# Sum of two squares and implication of Bunyakovsky conjecture

Bunyakovsky's conjecture states that a polynomial with integer coefficients takes infinitely many prime values at integers, unless this is impossible for trivial reasons.

Let $a_1(x), a_2(x), a_3(x), a_4(x) \in \mathbb{Z}[x]$ and $a_i \ne \pm a_j,i \ne j$ satisfy $$a_1^2+a_2^2=a_3^2+a_4^2.$$ Let $p(x)=a_1^2+a_2^2$.

For integer $n$, $p(n)$ can be written as sum of two squares in two ways, except possibly for a finite number of exceptions.

This means $p(n)$ is composite.

Bunyakovsky's conjecture implies that either $p(x)$ is reducible or the content is not one (i.e. all coefficients have a common prime divisor) or $p(x)$ has a fixed divisor for congruence reasons when the content is one (like $x^2+x+2$, which is always even as pointed out in the comments).

It is possible for $p(x)$ to be irreducible, e.g.
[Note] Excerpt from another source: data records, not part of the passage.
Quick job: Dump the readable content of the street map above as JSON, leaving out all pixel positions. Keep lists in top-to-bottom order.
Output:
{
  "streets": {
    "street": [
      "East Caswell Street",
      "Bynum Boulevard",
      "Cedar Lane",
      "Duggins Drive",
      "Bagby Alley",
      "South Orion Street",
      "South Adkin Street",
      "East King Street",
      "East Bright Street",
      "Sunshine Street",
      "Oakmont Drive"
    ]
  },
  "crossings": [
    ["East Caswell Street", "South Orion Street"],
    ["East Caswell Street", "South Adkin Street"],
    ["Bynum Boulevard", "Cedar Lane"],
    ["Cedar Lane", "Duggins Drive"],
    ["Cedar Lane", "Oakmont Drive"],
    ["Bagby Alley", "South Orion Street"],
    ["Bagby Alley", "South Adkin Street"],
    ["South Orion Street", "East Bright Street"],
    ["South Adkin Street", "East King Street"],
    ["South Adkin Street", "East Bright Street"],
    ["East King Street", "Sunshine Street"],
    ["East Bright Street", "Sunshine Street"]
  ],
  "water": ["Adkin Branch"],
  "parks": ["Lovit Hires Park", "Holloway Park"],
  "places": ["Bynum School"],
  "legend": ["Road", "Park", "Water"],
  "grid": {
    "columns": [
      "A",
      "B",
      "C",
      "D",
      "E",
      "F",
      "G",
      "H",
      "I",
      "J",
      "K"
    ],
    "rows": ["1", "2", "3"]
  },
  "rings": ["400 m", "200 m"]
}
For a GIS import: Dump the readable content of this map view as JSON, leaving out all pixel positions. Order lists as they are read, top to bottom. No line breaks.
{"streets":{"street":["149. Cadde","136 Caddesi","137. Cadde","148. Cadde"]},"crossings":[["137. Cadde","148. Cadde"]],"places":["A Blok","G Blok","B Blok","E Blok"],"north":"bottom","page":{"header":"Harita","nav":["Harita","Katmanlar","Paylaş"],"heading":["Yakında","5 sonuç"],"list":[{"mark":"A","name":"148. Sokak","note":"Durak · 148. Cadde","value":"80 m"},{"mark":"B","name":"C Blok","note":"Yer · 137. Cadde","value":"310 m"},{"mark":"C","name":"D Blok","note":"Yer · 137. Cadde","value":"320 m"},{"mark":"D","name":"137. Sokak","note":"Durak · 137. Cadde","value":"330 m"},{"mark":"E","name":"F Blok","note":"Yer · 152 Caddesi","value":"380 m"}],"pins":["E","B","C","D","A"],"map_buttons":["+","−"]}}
$a_1=16 x^{2},a_2=-37 x^{2} + 80 x + 20,a_3=-35 x^{2} + 48 x + 12, a_4=20 x^{2} - 64 x - 16$ and $p(x)=\left(5\right) \cdot (325 x^{4} - 1184 x^{3} + 984 x^{2} + 640 x + 80)$ , but the content is not one.

Must the content of $p(x)$ be greater than one when it is irreducible (no matter if there is a fixed divisor)?

I believe similar identities exist for arbitrary large degree.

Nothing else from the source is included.